Study Shows Marissa Mayer’s No Telecommuting Policy Was Wrong All Along

Working from home increases productivity study says

Working from home increases productivity study says

In the finance industry, this question is not as relevant (yet), but startups who want to provide flexibility and good morale within their companies, often offer work from home days, or hire remote contractors.

A few years ago, you would be hard pressed to find jobs offering remote options, but now, a search on LinkedIn or Craigslist will reveal that more and more jobs are offering employees partial or fully remote jobs.

In 2013, Yahoo CEO Marissa Mayer enacted a no work from home strategy because she concluded it is bad for work culture and efficiency. But according to Peter Cohan in a 2013 Forbes article, Mayer had it all wrong. Harvard Business Review agrees, as does US News, and the Oxford Journals.

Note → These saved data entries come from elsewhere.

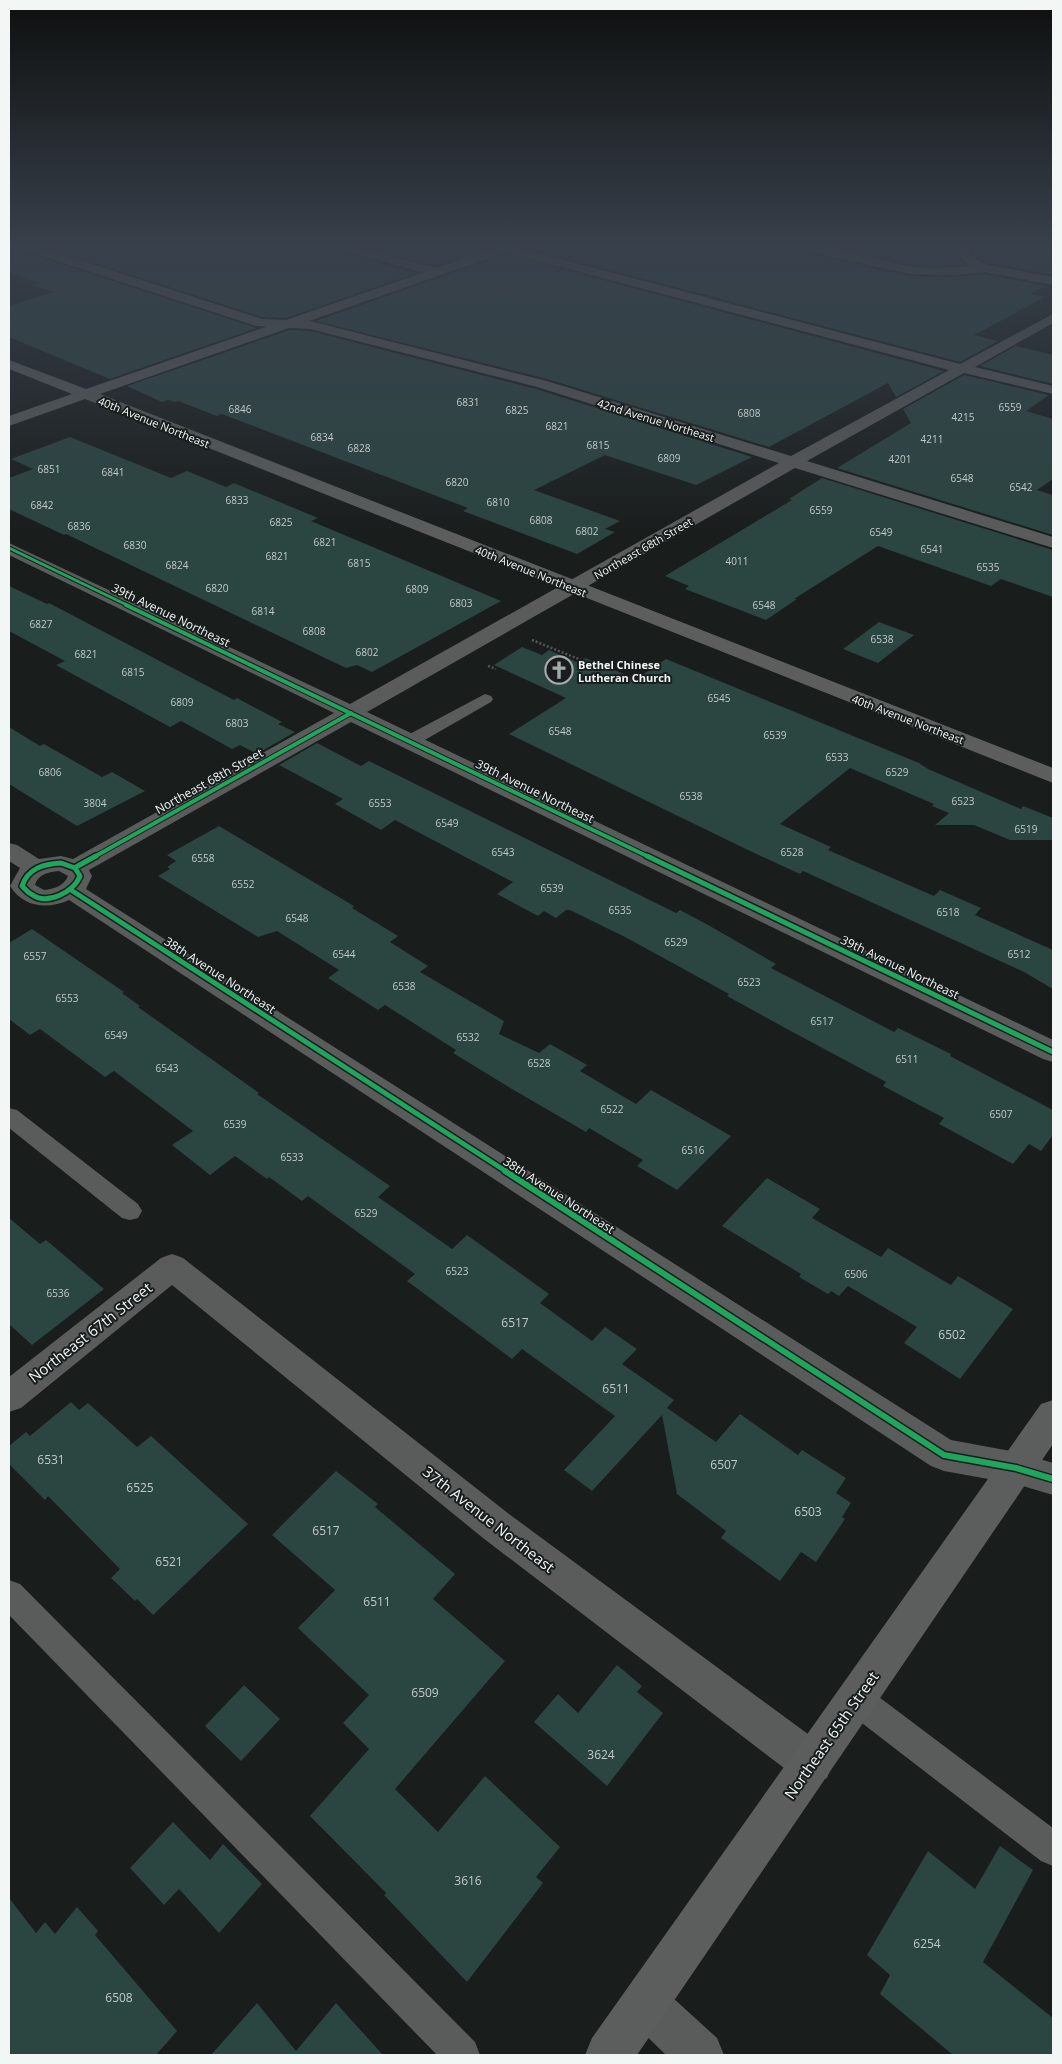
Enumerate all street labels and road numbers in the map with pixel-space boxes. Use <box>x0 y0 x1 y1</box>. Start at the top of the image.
street label: 40th Avenue Northeast <box>96 393 212 451</box>
street label: 42nd Avenue Northeast <box>596 395 716 445</box>
street label: Northeast 68th Street <box>591 514 695 582</box>
street label: 40th Avenue Northeast <box>473 542 589 600</box>
street label: 39th Avenue Northeast <box>109 579 233 651</box>
street label: 40th Avenue Northeast <box>850 691 966 747</box>
street label: Northeast 68th Street <box>152 744 266 818</box>
street label: 39th Avenue Northeast <box>473 755 597 827</box>
street label: 39th Avenue Northeast <box>838 931 962 1003</box>
street label: 38th Avenue Northeast <box>161 933 279 1017</box>
street label: 38th Avenue Northeast <box>500 1153 618 1237</box>
street label: Northeast 67th Street <box>24 1277 156 1387</box>
street label: 37th Avenue Northeast <box>419 1461 559 1577</box>
street label: Northeast 65th Street <box>779 1667 883 1803</box>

In fact, two Harvard students in conjunction with Chinese firm Ctrip, ran a comprehensive 9-month experiment with employees who could work from home, and employees who couldn’t. The results of the experiment would be surprising to Mayer.

So what were the results of the experiment? First, the performance of the home-workers went up dramatically, increasing by 13% over the course of the nine months. This increase in output came mainly from a rise in the number of minutes they worked during each shift, which was due to a reduction in the number of breaks and sick days that they took. The home-workers were also more productive per minute, which employees told us (in detailed surveys) was due to the quieter working conditions at home.

Second, there was no change in the performance of the control group (and there were no negative effects seen from staying in the office). Third, the rate of staff turnover fell sharply for the home-workers, dropping by almost 50% compared to the control group. The home-workers also reported substantially higher work satisfaction and less “work exhaustion” in a psychological attitudes survey. 

With startups like WeWork sprouting off-site locations in the U.S. and beyond for working remotely, the work from home philosophy has gained more not less traction. Since Mayer first created a media storm with her policy, studies have suggested she was wrong.

And people working from home may be sharing a collective chuckle at her expense.